Re: Mainsheet setup and Purchase System

PostPosted: Thu May 05, 2016 10:24 am
by K.C. Walker
Getting just the right amount of slip vs. friction is tricky sometimes with ratchet blocks. Being able to ease sheets smoothly and precisely is where I want my friction point. I think that is why most people that race use the Harken manual ratchet block. Though they don't hold as well as the Ronstan, at the same diameter, they do ease very smoothly. If you want to just let out a quarter inch or an inch of sheet, it happens smoothly and without having to think about it. I've got a 75 mm on the swivel at the centerboard. Yes, it's oversized but holds just right for me in just about all conditions. The only time I switch it off is in VARY light air. In light air I would be flying the UPS and have plenty of pressure on the main.

I don't know how it is with the newer Ronstan blocks but with my older ones, which held quite well but did not ease smoothly, I would have to do a quick pull-in to get them to release when they were under a heavy load (definitely not optimal). This was on my UPS and a 180° wrap. I replaced those with Holt-Allen. They hold just about right and have just the right amount of slip, though I did go from 40 mm to 55 mm.

Re: Mainsheet setup and Purchase System

PostPosted: Thu May 05, 2016 3:25 pm
by talbot
There are exogenous variables to consider.
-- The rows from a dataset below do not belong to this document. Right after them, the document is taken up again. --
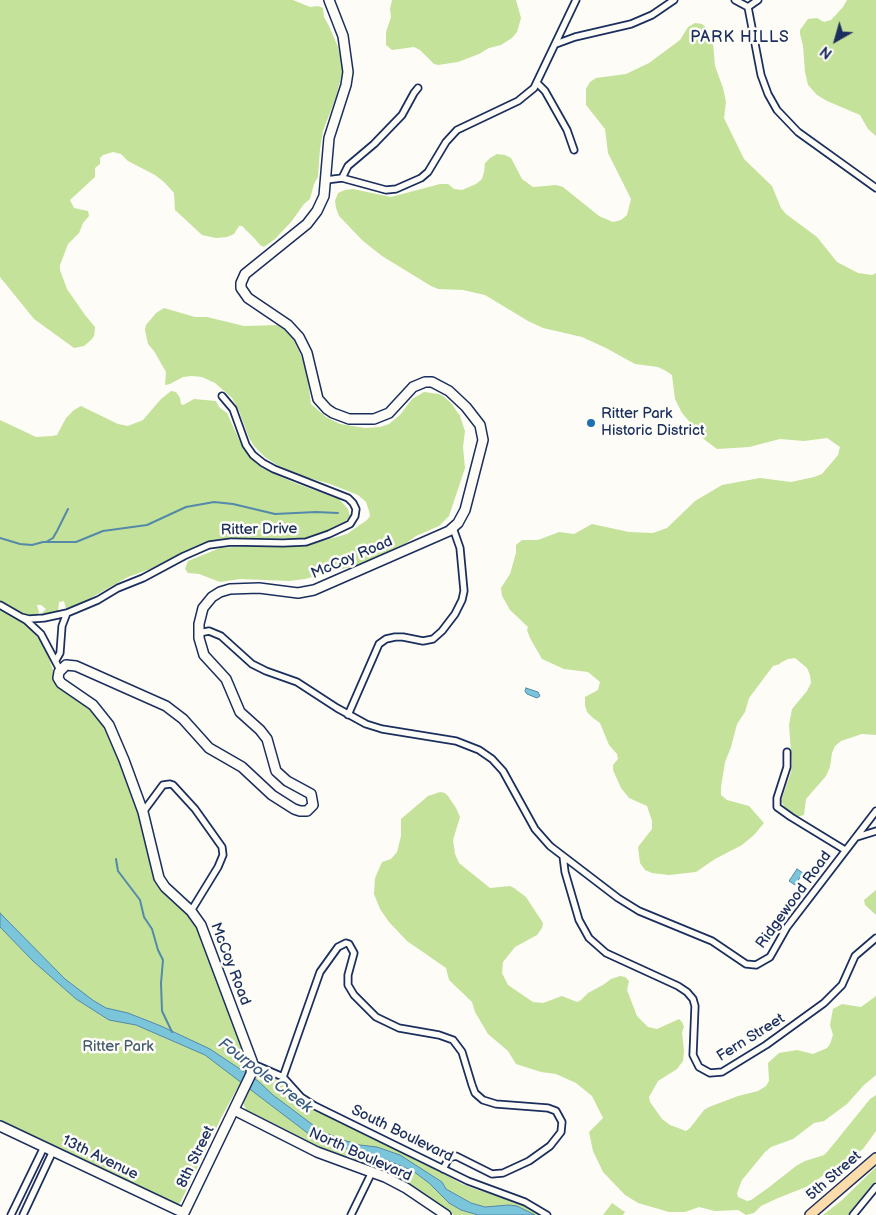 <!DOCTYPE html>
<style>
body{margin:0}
#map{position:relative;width:876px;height:1215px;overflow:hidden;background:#fdfcf7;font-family:"Balsamiq Sans",sans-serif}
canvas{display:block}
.north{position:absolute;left:811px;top:15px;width:50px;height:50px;-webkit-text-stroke:4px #fdfcf7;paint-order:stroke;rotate:218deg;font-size:14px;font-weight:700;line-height:20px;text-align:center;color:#1b2f5e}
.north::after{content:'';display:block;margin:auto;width:18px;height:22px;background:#1b2f5e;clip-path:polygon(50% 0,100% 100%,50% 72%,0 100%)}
</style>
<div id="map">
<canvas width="876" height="1215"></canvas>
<div class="north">N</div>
</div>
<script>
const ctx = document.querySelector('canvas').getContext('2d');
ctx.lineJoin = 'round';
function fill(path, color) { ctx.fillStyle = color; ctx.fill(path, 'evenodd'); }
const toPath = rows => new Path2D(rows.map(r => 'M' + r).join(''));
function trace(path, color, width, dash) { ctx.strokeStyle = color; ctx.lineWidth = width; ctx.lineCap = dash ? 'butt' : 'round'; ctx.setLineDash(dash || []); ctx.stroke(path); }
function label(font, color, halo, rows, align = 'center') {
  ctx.font = font + ' "Balsamiq Sans",sans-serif'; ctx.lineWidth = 5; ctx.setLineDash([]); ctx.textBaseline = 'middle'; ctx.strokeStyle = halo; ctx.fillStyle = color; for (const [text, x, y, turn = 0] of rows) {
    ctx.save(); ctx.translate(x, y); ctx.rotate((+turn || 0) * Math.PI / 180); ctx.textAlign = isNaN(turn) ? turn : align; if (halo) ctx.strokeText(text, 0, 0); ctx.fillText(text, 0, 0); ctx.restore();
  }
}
fill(toPath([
 [0,0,293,0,310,7,318,6,323,8,324,17,329,26,338,47,343,69,336,97,323,131,320,149,318,177,314,184,310,199,304,204,291,222,275,239,264,247,260,245,255,239,242,226,239,226,234,234,227,237,216,238,202,235,175,210,174,193,164,182,155,175,128,161,121,154,113,152,103,155,100,158,100,164,95,168,95,177,70,200,74,208,88,211,89,216,83,223,79,233,68,244,60,265,60,270,67,289,85,315,95,327,94,336,91,340,84,346,74,348,34,319,0,277],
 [392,0,516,0,521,18,517,32,512,38,501,45,489,48,479,54,458,62,438,65,434,64,420,50,414,47,392,50,386,45,386,32,391,17,390,9],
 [847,0,876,0,876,136,868,129,860,115,827,101,817,95,808,85,805,72,803,46,800,34,800,30,808,19,817,18,824,22,831,20,843,7],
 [695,23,702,24,708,29,711,36,713,43,715,66,723,88,726,102,724,118,744,159,772,186,781,208,786,214,817,237,837,262,858,273,872,275,876,273,876,735,862,734,841,741,835,746,832,753,830,767,826,776,806,799,804,815,797,817,785,808,781,801,791,772,792,765,789,725,792,709,807,691,811,683,810,675,807,668,795,658,788,659,780,663,780,664,773,666,749,698,745,712,737,724,731,747,725,762,721,787,721,795,727,800,749,806,764,823,754,835,742,845,715,859,696,872,669,875,652,873,645,870,640,863,638,847,652,829,652,821,647,806,629,798,621,788,613,770,613,765,618,759,617,754,609,745,600,723,593,718,587,712,585,705,585,697,598,690,600,682,588,672,564,669,542,659,530,638,527,630,528,627,510,610,502,596,501,588,510,574,516,553,516,545,522,540,538,540,559,532,574,534,592,524,629,532,653,533,667,528,695,501,722,485,760,478,791,482,814,477,822,474,838,455,840,447,827,438,804,441,780,439,749,447,717,449,705,440,682,413,675,399,672,375,666,371,658,367,635,364,606,348,582,337,543,328,528,321,485,295,463,290,438,289,431,286,382,256,363,241,339,216,336,208,335,201,338,193,345,190,353,189,391,197,440,184,448,184,454,189,462,190,476,184,482,179,484,172,485,163,490,158,497,154,505,155,511,158,522,179,533,187,556,185,563,187,599,216,613,222,621,220,627,215,631,199,608,153,605,129,586,105,586,89,590,82,596,78,626,74,649,63,680,40,688,27],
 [164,308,195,317,207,317,244,326,279,325,291,334,304,362,307,373,311,404,326,417,340,424,365,428,380,427,389,424,400,415,412,399,424,392,439,394,443,396,451,403,460,416,465,431,463,447,465,468,449,516,439,526,416,536,406,543,365,563,305,579,289,581,240,579,220,582,199,574,188,573,185,569,188,561,220,548,273,544,283,545,309,545,347,534,367,520,370,516,369,511,366,502,358,495,330,484,302,476,277,465,265,457,254,446,249,438,239,411,232,398,215,383,202,377,192,376,183,377,170,384,165,385,166,372,154,351,148,344,145,330,146,325,156,313],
 [171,391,176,392,180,398,181,404,183,405,194,399,216,401,219,407,227,413,241,444,255,462,262,468,295,483,339,499,348,509,350,516,343,524,330,531,306,539,241,538,210,541,196,546,150,569,128,577,71,609,66,609,64,601,59,602,58,613,41,614,46,609,41,605,37,605,39,612,29,628,40,640,48,655,53,670,54,680,56,684,90,708,104,722,114,742,146,834,152,868,157,884,178,904,193,920,197,927,248,1059,246,1063,247,1072,240,1087,237,1089,222,1116,180,1203,176,1205,0,1121,0,420,36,437,52,436,57,435,66,418,74,410,81,406,118,424,128,426,143,420,161,399],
 [440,792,445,793,448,796,456,808,460,817,453,840,455,854,459,863,490,888,510,886,514,888,526,897,543,923,542,928,537,935,515,947,503,962,502,973,508,985,533,1002,543,1003,562,996,577,1002,581,1000,588,993,603,985,611,979,620,976,625,977,629,981,627,990,637,1016,648,1027,657,1029,679,1019,682,1022,684,1027,682,1032,684,1051,683,1061,677,1069,658,1081,649,1097,650,1102,662,1119,670,1125,686,1131,690,1128,704,1110,709,1107,738,1096,758,1091,766,1086,769,1081,768,1063,779,1053,797,1050,813,1054,827,1048,830,1044,833,1035,830,1025,833,1009,842,1004,861,1007,876,996,876,1075,864,1085,847,1104,824,1121,814,1123,793,1139,771,1147,765,1152,742,1180,737,1193,738,1197,747,1201,751,1200,768,1188,796,1166,805,1161,824,1155,828,1151,870,1099,876,1095,876,1131,863,1149,806,1187,778,1198,761,1206,754,1213,746,1215,738,1210,715,1211,699,1207,685,1212,669,1212,638,1203,625,1195,603,1172,593,1151,589,1132,603,1118,592,1096,576,1083,556,1074,541,1072,516,1064,508,1051,488,1034,475,1012,472,1002,449,980,446,968,407,941,389,922,380,909,374,894,375,878,382,862,391,859,397,852,401,836,401,819,428,796],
 [876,890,876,915,865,905,864,900],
 [258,1071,263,1071,276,1077,300,1099,317,1110,400,1150,462,1184,475,1189,525,1205,543,1215,454,1215,247,1112,243,1103,256,1076,259,1074],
 [876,1167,876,1181,848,1215,823,1215,842,1200],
 [612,1203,625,1212,623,1215,603,1215]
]), '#c4e29a');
const water = toPath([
 [526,688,538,692,540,696,537,698,527,694,525,691,526,688],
 [797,869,803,873,795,885,789,881,797,869],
 [0,913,65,979,94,1001,106,1008,128,1013,161,1026,210,1049,258,1081,273,1095,321,1131,343,1140,360,1145,377,1147,400,1155,442,1182,446,1189,471,1203,485,1207,509,1205,517,1206,535,1215,478,1215,461,1210,449,1203,429,1183,413,1171,384,1159,318,1141,205,1055,136,1025,109,1020,76,999,33,961,0,927,0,913]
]);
fill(water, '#7bc5db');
trace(water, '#5589a9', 1);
trace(toPath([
 [0,538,20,544,32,545,43,542,76,542,103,531,147,525,186,507,214,502,233,504,275,514,316,512,338,513],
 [46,542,53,538,57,531,68,509],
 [116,859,118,871,140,900,144,917,152,929,158,950,163,960,161,983,162,1011,172,1032]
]), '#5589a9', 2);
const street = toPath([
 [735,0,748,7],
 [748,7,761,75,768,94,777,110,798,132,876,188],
 [748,7,758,0],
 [556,44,575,37,631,24,652,15,674,0],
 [537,83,545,91,567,130,574,150],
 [342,178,348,166,374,144,402,115,414,93,418,88],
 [326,180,342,178,386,190,396,189,421,178,428,172,446,142,457,130,518,101,534,88,576,0],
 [0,605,26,620,41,634,60,670],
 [21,617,29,619,44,618,67,613,98,600,118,588,143,578,184,556,209,545,231,542,283,543,306,542,329,534,350,524,355,516,356,509,353,503,348,498,274,469,263,463,253,455,246,445,233,409,222,396],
 [199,633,209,631,221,636,252,664,266,671,297,682,337,708,366,724,382,729,456,741,479,750,492,759,503,771,535,829,550,846,618,898,639,911,712,941,746,964,756,965,770,957,787,927,876,811],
 [56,660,60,653,62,626,67,613],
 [348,715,379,644,386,639,395,637,403,637,423,641,433,639,442,631,455,614,462,600,464,591,460,548,453,528],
 [787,752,787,767,777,798,777,807,791,817,845,850],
 [143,812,163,785,170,784,173,785,195,809,222,847,223,855,218,867,191,911],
 [857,837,876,831],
 [563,856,565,872,579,920,589,938,606,953,678,986,687,992,693,999,695,1006,693,1055,699,1067,710,1073,722,1072,766,1045,824,1003,842,985,855,956,876,938],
 [253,1064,283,1077,301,1097,315,1106,468,1181,525,1202,547,1215],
 [283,1077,320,972,338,947,346,943,349,944,354,953,348,975,348,985,354,995,376,1017,399,1028,439,1035,453,1040,462,1052,472,1085,475,1093,483,1100,496,1104,548,1108,556,1111,562,1122,561,1132,550,1146,529,1161,503,1173,492,1174,456,1156,449,1158,443,1169],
 [11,1215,44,1147],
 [23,1215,53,1151],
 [351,1215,372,1172],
 [853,1215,876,1187]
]);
const secondary = toPath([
 [234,1110,317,1152,385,1177,406,1188,446,1215],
 [0,1126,184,1213],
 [183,1215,251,1074,252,1061,201,925,191,911,165,887,159,878,143,812,124,760,109,725,93,705,61,683,58,678,59,672,66,665,76,666,166,706,183,719,209,748,242,767,272,795,294,809,300,811,307,811,313,805,311,794,287,781,276,771,267,739,260,730,240,712,226,679,204,655,199,638,199,624,203,608,212,597,220,592,230,589,259,588,298,593,314,590,449,531,458,523,465,510,483,440,480,425,466,407,449,391,432,382,425,382,413,387,389,413,374,419,349,419,333,413,327,409,318,399,307,353,299,337,288,325,248,298,241,288,241,283,245,274,307,224,317,211,324,196,329,138,346,85,348,72,343,36,329,0]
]);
const primary = toPath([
 [810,1215,876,1158]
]);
trace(street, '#1b2f5e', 9);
trace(secondary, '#1b2f5e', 12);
trace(primary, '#1b2f5e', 12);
trace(street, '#fdfcf7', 5.5);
trace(secondary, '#fdfcf7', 9);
trace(primary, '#fddcac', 9);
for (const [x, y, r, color] of [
 [591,423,5,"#1f6fb2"]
]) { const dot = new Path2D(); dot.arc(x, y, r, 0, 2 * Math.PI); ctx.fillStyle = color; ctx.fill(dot); trace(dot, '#fdfcf7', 2); }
label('15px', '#1b2f5e', '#fdfcf7', [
 ["Ritter Park",601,414],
 ["Historic District",601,431]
], 'left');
label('15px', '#1b2f5e', '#fdfcf7', [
 ["Ritter Drive",259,530,-1],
 ["McCoy Road",352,558,-23],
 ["Ridgewood Road",794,900,-54],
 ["McCoy Road",230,964,69],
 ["Fern Street",751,1038,-32],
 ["South Boulevard",402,1134,26],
 ["North Boulevard",360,1155,24],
 ["8th Street",196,1157,-64],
 ["13th Avenue",100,1158,26],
 ["5th Street",834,1176,-41]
]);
label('15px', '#455c6d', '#fdfcf7', [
 ["Ritter Park",118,1047]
]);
ctx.letterSpacing = '1px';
label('16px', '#1b2f5e', '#fdfcf7', [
 ["PARK HILLS",740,38]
]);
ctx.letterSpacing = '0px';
label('italic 16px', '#385c84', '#fdfcf7', [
 ["Fourpole Creek",265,1076,37]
]);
</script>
Such as, we owe on our taxes, and new expenditures on things like boats, musical instruments, and home decor are suspended until future notice. Well, OK, we bought a new toilet seat yesterday--you have to relax once in a while--but in general, the existing equipment is a nonnegotiable constraint on design.

Re: Mainsheet setup and Purchase System

PostPosted: Thu May 05, 2016 4:03 pm
by GreenLake
Toilet seats or new ratchet blocks. What trade-offs we are forced to make :D

Re: Mainsheet setup and Purchase System

PostPosted: Fri May 06, 2016 2:20 am
by jeadstx
Went sailing today and due to the light winds we kept the ratchet turned off. The definitely worked better with the ratchet off. No solution for the shifty winds however. We were out 4 hours and experienced a 180 degree wind direction change. Afraid no block helps that.

John

Re: Mainsheet setup and Purchase System

PostPosted: Fri May 06, 2016 11:38 am
by GreenLake
Large wind shifts are fun. Especially in lighter airs. Was out earlier this week and a wind shift hit just while we were tacking. I kept turning, turning, turning, trying to fill the jib, and when it finally did, we were sailing straight back where we had come from. Had this been a race, we would have kicked ourselves, but we were just enjoying a balmy evening and nice sunset. We also had a moment or two where the wind changed 180 degrees between the surface and the mast top, with both sails experiencing different winds. Those are also fun.

Back to ratchets: as mine (Ronstan from about 5 years ago) disengage fully when the sheet isn't tensioned very much, they don't get in the way at all during light winds. I have another boat with an older Harken design, and that gets turned off manually unless I need the ratchet action.